Lanthanum phosphide
- Names: Other names Phosphanylidynelanthanum

Identifiers
- CAS Number: 25275-74-5;
- 3D model (JSmol): Interactive image;
- ChemSpider: 82505;
- ECHA InfoCard: 100.042.515
- EC Number: 246-782-9;
- PubChem CID: 91371;
- CompTox Dashboard (EPA): DTXSID401311967 ;

Properties
- Chemical formula: LaP
- Molar mass: 169.88
- Appearance: Black crystals
- Density: 5.2 g/cm^{3}
- Solubility in water: Reacts with water

Structure
- Crystal structure: Rock salt structure
- Space group: Fm3m
- Lattice constant: a = 0.6025 nm
- Formula units (Z): 4
- Coordination geometry: Octahedral at La^{3+}, Octahedral at P^{3-}

Related compounds
- Other anions: Lanthanum nitride Lanthanum arsenide Lanthanum bismuthide
- Other cations: Scandium phosphide Yttrium phosphide Cerium phosphide

= Lanthanum phosphide =

Lanthanum phosphide is an inorganic compound of lanthanum and phosphorus with the chemical formula LaP.

==Synthesis==
Lanthanum phosphide can be made by heating lanthanum metal with excess phosphorus in a vacuum:

 4 La + P_{4} → 4 LaP

==Physical properties==
Lanthanum phosphide forms black crystals of a cubic system, space group Fm3̅m, cell parameters a = 0.6025 nm, with number of formulas per unit cell Z = 4.

The crystals are very unstable and decompose in the open air.

==Electronic properties==
Lanthanum phosphide is an example of a strongly correlated material, complicating theoretical prediction of its properties.

According to HSE06 calculations, lanthanum phosphide has been theoretically predicted to have an indirect band gap of 0.25 eV along the Γ-X direction.

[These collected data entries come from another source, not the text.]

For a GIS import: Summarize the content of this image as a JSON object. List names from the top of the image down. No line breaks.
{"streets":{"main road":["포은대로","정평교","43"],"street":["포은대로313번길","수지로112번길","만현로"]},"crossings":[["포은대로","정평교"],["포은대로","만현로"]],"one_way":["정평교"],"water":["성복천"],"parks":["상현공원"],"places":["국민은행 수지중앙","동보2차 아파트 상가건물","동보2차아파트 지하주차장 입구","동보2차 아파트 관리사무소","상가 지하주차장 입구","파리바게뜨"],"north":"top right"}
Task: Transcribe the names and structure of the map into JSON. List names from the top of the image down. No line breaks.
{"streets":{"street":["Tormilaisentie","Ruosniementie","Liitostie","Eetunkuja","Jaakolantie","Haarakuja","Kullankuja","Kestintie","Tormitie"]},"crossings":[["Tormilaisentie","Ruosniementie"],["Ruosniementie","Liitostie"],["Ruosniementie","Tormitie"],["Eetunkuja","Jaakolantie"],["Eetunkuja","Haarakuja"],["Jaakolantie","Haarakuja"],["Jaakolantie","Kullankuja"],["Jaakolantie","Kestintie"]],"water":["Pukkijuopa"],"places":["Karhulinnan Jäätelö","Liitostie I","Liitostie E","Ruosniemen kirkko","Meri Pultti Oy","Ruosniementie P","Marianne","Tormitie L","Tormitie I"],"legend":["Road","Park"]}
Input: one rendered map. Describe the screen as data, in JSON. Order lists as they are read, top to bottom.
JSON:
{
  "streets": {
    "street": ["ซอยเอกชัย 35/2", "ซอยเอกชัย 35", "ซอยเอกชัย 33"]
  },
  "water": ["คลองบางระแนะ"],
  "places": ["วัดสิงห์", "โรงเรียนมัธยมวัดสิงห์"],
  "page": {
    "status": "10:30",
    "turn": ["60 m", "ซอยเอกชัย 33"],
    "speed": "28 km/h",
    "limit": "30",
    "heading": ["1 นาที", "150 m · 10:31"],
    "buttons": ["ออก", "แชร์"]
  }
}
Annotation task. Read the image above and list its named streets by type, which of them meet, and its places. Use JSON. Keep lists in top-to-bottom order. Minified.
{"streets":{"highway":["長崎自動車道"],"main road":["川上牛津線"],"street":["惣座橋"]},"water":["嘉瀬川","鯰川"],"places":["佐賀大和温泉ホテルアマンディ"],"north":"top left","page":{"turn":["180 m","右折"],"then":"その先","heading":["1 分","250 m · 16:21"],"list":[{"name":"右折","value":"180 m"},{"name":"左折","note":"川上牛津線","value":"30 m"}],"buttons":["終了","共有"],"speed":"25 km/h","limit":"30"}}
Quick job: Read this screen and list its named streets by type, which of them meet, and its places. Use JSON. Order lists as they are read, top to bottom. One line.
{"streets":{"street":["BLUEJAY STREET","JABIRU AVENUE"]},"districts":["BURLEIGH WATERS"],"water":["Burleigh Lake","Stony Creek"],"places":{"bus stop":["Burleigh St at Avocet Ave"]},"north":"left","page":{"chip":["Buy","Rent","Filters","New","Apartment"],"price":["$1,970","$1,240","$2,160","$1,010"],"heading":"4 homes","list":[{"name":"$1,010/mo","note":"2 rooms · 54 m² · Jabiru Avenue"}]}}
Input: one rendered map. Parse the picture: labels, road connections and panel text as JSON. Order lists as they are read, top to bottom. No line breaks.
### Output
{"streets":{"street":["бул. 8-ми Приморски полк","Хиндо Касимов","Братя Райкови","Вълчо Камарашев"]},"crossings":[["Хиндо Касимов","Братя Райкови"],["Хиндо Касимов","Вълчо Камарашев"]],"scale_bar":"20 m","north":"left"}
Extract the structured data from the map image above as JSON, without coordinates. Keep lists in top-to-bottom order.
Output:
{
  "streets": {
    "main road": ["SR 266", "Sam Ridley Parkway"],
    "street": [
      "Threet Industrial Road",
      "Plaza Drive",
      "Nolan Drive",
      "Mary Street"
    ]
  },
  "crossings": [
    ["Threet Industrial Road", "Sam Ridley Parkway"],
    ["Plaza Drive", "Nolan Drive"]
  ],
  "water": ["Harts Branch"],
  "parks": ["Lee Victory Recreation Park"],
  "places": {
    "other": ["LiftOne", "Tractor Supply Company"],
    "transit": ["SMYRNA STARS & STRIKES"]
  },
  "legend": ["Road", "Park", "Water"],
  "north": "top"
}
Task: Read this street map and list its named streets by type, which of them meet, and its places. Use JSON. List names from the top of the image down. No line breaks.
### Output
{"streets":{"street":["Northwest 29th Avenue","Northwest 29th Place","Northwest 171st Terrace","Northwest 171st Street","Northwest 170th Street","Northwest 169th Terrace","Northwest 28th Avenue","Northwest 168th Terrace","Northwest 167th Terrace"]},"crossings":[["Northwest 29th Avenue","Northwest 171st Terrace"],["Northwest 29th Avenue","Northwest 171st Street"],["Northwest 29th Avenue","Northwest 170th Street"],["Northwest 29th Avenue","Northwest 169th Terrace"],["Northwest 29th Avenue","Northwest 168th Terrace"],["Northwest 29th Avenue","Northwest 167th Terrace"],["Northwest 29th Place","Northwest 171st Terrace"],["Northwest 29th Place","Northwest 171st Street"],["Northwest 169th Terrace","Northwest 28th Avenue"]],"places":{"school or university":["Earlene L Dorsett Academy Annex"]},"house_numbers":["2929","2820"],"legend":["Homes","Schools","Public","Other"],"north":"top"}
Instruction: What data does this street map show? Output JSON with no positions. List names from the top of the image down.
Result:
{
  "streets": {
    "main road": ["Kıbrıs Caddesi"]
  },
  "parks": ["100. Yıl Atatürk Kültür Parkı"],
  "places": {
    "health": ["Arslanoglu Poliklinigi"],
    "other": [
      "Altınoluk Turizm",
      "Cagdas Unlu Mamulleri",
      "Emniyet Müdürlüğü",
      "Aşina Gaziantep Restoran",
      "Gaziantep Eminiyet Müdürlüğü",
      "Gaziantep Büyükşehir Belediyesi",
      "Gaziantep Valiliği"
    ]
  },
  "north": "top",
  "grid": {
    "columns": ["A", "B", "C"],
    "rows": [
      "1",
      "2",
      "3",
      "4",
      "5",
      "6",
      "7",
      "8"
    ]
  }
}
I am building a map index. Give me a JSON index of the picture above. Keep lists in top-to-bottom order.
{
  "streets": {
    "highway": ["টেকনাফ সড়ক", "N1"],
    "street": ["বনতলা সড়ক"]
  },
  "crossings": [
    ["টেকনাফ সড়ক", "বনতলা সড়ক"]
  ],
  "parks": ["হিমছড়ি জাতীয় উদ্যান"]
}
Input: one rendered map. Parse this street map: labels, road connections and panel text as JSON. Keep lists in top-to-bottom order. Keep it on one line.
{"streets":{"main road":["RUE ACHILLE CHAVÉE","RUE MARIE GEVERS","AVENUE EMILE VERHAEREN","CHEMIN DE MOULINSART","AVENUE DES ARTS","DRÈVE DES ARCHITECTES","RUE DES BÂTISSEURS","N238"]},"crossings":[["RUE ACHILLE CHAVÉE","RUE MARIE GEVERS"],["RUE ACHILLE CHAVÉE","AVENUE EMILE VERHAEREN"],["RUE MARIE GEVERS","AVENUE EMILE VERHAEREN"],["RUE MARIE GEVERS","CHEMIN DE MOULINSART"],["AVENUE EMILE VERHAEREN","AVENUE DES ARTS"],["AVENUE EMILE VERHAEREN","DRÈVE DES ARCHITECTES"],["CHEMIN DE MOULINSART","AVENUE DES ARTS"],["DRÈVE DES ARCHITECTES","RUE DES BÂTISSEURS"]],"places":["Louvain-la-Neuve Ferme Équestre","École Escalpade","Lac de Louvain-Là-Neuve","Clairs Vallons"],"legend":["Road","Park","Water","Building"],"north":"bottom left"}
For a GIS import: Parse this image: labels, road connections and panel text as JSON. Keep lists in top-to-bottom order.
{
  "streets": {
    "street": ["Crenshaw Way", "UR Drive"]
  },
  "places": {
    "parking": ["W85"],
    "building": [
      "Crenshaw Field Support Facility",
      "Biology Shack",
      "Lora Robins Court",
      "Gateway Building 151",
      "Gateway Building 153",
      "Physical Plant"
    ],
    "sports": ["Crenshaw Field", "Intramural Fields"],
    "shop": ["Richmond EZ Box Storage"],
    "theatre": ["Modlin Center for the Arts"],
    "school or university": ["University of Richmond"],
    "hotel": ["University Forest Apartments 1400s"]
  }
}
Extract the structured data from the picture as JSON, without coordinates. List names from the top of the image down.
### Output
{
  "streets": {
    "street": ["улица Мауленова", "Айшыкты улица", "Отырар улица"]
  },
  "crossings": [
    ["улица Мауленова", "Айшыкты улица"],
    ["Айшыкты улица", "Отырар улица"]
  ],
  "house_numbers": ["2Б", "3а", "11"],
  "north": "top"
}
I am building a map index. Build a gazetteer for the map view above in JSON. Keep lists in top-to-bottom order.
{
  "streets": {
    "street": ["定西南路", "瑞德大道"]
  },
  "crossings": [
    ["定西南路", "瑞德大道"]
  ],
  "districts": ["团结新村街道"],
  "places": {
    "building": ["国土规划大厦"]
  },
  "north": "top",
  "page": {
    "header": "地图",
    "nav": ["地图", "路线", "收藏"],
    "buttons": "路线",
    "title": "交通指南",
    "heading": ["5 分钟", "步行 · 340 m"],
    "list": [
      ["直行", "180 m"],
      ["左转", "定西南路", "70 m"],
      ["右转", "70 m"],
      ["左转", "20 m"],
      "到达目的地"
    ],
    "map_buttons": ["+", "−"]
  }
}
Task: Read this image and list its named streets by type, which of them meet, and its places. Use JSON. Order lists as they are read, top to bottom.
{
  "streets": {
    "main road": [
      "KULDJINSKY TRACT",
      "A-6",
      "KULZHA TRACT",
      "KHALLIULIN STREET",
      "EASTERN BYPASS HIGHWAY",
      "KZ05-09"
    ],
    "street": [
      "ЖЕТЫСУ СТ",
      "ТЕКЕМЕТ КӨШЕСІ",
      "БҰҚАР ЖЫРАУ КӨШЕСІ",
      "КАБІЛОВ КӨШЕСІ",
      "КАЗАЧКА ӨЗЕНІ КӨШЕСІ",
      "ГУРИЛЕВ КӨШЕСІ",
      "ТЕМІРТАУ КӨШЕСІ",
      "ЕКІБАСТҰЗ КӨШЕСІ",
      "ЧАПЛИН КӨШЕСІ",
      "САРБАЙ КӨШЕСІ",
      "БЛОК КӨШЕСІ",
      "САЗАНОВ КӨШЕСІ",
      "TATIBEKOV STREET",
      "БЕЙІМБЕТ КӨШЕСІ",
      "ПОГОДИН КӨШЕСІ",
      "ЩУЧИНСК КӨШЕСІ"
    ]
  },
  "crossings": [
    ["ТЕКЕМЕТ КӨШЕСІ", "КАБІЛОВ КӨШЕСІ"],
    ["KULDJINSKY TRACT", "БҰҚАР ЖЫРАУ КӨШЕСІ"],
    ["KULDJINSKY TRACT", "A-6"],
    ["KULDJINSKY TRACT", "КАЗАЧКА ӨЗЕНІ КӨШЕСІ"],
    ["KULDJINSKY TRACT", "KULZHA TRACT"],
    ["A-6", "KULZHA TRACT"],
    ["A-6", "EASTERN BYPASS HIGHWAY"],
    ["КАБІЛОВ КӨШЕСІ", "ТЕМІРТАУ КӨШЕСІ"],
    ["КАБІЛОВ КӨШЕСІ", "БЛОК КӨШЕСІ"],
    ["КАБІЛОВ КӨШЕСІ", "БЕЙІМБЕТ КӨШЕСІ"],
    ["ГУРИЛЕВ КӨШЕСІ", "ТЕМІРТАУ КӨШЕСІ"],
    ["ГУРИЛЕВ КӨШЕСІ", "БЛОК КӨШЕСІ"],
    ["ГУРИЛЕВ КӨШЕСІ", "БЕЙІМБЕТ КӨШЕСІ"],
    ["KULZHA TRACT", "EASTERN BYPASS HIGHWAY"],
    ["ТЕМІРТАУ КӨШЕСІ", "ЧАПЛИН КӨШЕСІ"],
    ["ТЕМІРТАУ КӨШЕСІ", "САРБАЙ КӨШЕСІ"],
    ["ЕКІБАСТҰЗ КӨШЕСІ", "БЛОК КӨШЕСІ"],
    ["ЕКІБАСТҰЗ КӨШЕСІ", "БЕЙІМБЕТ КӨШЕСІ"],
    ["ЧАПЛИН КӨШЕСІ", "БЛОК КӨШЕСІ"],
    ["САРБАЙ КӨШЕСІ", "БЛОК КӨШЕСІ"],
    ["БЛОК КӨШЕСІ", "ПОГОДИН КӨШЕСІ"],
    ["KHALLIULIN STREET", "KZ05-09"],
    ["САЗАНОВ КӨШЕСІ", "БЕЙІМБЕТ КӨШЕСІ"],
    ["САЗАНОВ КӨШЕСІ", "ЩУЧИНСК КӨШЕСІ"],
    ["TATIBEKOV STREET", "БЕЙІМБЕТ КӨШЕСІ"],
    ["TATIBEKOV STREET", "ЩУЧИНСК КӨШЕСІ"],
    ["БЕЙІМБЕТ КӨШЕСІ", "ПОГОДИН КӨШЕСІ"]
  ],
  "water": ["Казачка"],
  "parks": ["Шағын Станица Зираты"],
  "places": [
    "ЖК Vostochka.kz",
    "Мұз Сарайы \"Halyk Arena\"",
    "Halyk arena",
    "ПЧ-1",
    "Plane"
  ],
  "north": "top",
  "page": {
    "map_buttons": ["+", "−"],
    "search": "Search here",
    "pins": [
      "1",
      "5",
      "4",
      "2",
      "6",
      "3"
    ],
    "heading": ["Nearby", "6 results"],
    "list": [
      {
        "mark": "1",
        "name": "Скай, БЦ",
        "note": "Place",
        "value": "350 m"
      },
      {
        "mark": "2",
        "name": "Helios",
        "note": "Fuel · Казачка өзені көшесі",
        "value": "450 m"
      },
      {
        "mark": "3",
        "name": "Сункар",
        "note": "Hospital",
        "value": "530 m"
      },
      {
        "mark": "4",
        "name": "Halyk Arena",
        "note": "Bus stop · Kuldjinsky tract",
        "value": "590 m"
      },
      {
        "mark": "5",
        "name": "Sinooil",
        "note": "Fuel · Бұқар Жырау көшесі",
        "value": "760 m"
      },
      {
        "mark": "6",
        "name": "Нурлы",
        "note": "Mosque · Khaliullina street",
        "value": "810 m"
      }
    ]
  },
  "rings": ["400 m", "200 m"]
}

According to HSE06 calculations with spin-orbit coupling, the band gap is predicted to be a direct gap of 0.72 eV at the X point. Using EVGGA, the compound is predicted to have a band gap of 0.56 eV along the Γ-X direction. FP-LAPW has predicted an indirect gap of 0.33 eV along the Γ-X direction.

==Chemical properties==
Lanthanum phosphide reacts with water, releasing highly toxic phosphine gas:

 LaP + 3H_{2}O → La(OH)_{3} + PH_{3}

== Uses ==
Lanthanum phosphide is a semiconductor used in high power, high frequency applications, and in laser diodes.

==Lanthanum polyphosphide==
In addition to the simple phosphide, LaP, lanthanum and phosphorus can also form phosphorus-rich compounds such as LaP_{2} LaP_{5} and LaP_{7}.